This ad is really sad for a lot of reasons, but the one that makes me saddest is how ineffective it will be, no matter how good it is. Click to watch.
It’s no secret that New Mexico has a drinking and driving problem. The state is a little less functional-alcoholic-housewife and a lot more dude-passed-out-on-the-railroad-tracks. What you may not know is that this has nothing to do with the fact that the main entertainment available is getting hammered, and nothing to do with whatever racist assumptions you have about Native Americans, and nothing to do with the fact that until recently you could buy booze there at a drive-in liquor store.
I never, ever, ever thought I would be the person who drinks before getting behind the wheel. Then I moved to New Mexico. First it was just a beer before going home. Then it was just a couple margaritas. Then, one night, I drove home at three a.m. secretly wishing that someone would pull me over for the sake of everyone else on the road.
Luckily there was no one else on the road.

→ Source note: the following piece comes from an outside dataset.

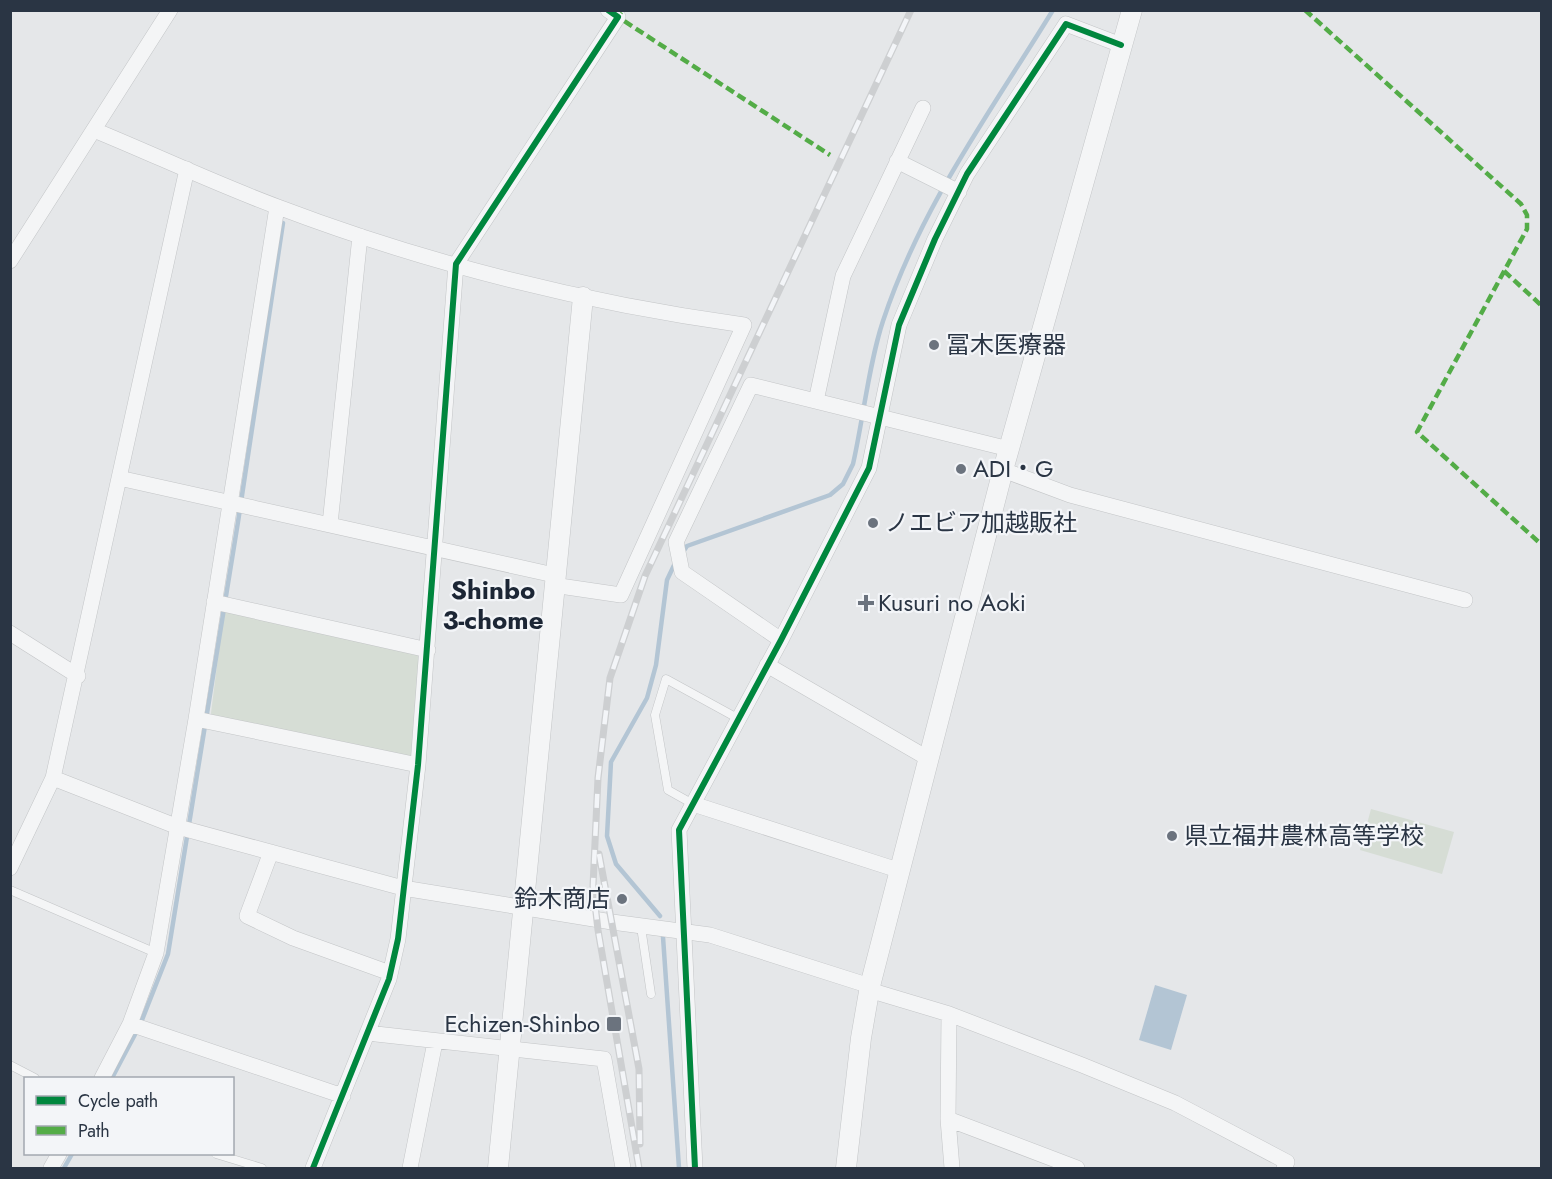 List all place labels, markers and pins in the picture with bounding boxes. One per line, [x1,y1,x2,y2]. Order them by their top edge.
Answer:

My instinct is to say that I have no one to blame but myself. And I honestly believe that. But this is the same thinking New Mexicans have followed for years, and tried to address with ad campaigns telling people that they have no one to blame but themselves, and it’s changed almost nothing. Admittedly, the state has gone to other lengths to try and cut back on drunk driving, like raising penalties, raising taxes, and raising the price of an alcohol permit so high that only the really determined businesses can get them. There have been some small results, but people still drink and drive. Why? Because you have to drive literally everywhere for literally everything. Even if home is technically walking distance, it’s probably freezing, sweltering or flash flooding, and if you have tits you’ll probably be followed for six blocks by a lowrider.
We already know first-hand in this country that no law can make people stop drinking. What we have to do is get people to stop driving. In New Mexico:
1. Make it easier to get an alcohol permit so that more neighborhoods have decent bars and people don’t have to go across town to drink.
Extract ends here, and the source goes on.